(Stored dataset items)
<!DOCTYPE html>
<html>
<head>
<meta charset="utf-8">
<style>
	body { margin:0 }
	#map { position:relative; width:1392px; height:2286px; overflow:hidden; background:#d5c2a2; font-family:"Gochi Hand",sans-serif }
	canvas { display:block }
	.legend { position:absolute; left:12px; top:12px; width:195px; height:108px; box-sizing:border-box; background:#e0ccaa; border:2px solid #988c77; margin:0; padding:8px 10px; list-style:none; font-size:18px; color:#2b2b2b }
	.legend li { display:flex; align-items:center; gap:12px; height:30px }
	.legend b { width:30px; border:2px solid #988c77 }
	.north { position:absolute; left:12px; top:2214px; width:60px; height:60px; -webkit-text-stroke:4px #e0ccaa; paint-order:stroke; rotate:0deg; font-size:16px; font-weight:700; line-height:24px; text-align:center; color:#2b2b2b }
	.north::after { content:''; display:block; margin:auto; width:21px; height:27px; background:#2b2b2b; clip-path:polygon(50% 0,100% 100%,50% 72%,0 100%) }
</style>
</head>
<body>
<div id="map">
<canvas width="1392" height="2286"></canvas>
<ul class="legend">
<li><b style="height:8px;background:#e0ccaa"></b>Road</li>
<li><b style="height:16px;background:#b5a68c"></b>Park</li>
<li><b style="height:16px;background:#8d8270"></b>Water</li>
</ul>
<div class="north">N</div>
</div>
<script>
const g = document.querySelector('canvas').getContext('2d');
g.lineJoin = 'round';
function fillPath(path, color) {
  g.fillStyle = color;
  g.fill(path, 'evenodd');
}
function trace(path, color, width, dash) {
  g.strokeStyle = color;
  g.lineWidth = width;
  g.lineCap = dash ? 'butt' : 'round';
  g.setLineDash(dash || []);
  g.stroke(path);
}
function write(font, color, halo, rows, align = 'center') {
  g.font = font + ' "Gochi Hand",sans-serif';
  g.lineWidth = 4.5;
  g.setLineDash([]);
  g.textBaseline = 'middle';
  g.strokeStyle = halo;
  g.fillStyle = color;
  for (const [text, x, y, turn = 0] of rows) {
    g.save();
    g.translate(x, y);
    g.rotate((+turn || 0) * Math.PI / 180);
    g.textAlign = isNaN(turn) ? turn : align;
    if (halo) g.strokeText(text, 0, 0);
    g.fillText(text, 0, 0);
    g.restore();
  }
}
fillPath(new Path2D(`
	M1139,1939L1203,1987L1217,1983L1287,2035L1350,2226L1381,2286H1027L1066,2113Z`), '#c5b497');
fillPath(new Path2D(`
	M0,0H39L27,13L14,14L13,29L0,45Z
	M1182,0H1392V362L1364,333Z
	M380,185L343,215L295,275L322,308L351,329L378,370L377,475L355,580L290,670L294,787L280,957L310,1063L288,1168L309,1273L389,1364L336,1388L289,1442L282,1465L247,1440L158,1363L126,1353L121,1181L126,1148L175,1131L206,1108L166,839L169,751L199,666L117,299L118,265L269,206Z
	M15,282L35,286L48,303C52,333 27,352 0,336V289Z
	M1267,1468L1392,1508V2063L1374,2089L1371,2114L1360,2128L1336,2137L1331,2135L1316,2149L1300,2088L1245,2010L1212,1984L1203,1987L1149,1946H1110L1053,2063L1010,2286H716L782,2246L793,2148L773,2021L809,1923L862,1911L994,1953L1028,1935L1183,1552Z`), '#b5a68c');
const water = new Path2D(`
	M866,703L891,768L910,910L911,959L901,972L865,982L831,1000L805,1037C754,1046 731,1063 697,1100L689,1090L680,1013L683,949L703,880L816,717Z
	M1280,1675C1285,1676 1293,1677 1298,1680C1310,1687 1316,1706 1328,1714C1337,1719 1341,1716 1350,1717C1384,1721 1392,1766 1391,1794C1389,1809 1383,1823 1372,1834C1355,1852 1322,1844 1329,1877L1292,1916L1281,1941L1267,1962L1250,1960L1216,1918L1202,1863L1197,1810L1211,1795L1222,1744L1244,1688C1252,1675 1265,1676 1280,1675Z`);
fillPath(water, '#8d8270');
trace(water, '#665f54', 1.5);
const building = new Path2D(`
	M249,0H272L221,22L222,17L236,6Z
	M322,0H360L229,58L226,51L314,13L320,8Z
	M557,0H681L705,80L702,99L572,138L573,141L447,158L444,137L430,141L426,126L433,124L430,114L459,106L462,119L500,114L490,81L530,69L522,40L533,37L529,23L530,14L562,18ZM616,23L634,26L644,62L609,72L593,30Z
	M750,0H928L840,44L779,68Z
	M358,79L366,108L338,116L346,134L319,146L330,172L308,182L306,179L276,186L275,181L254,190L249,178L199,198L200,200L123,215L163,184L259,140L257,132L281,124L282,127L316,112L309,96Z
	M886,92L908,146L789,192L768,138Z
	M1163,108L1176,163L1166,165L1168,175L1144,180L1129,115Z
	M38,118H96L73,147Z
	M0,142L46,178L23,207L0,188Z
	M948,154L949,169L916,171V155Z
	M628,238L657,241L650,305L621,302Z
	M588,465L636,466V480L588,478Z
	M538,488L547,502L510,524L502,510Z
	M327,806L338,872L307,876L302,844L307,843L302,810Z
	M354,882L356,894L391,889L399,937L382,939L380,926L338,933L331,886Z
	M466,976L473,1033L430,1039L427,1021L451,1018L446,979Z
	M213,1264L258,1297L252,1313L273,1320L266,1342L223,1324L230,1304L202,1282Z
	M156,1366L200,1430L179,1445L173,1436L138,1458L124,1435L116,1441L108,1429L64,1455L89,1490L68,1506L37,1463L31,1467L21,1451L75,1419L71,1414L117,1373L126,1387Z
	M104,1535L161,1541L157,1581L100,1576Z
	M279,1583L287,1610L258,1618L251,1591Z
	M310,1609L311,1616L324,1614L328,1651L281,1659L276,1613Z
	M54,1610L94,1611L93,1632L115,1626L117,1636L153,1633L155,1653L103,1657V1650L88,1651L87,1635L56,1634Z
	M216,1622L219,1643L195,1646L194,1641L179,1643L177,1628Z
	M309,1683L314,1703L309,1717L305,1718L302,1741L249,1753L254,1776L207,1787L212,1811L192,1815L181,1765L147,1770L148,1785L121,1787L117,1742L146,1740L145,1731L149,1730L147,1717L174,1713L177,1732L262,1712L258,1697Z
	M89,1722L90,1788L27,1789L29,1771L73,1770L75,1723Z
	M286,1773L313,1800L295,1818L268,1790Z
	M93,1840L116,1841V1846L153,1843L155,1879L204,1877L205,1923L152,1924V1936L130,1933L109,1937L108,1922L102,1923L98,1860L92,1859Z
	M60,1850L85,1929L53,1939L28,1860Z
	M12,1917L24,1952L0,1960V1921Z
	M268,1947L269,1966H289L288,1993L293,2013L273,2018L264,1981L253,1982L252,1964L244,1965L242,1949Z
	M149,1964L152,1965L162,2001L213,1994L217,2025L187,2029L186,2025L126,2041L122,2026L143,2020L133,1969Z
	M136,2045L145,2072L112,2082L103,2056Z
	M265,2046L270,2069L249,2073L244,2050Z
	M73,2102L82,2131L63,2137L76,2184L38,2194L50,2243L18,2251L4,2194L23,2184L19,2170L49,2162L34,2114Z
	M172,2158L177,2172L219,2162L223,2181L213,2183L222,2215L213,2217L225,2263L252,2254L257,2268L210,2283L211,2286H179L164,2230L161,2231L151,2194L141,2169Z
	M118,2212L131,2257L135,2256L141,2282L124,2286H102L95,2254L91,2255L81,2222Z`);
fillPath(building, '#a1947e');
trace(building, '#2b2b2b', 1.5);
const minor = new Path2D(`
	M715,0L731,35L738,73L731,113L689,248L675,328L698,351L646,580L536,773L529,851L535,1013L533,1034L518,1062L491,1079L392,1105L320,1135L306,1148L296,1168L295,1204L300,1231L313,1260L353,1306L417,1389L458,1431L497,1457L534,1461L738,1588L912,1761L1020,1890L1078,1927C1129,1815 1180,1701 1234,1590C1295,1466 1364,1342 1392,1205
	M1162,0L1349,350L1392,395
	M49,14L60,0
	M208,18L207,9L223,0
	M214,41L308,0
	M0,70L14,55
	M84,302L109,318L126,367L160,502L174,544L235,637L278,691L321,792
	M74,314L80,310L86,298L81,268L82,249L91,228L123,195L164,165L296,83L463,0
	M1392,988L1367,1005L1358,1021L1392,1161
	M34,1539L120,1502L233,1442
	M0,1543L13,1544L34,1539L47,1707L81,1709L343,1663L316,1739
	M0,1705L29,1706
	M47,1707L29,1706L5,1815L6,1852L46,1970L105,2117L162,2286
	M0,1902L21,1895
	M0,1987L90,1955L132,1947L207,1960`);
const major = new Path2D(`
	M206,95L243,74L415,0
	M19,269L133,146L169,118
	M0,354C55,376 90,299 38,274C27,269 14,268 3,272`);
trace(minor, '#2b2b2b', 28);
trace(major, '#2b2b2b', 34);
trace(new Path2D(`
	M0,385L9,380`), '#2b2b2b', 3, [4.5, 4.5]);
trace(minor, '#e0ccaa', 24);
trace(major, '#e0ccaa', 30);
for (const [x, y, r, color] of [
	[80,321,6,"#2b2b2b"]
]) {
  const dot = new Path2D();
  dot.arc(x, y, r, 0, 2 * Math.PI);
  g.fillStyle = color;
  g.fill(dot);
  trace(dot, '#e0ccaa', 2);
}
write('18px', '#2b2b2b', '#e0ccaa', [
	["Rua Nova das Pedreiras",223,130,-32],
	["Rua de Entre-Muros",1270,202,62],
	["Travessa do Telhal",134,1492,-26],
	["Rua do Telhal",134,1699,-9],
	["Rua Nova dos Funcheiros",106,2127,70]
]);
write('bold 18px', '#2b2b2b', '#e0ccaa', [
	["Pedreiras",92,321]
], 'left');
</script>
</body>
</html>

> Work order: Write down how many lines of the data above contain the word "Math", with nothing else.

> Exercise answer: 2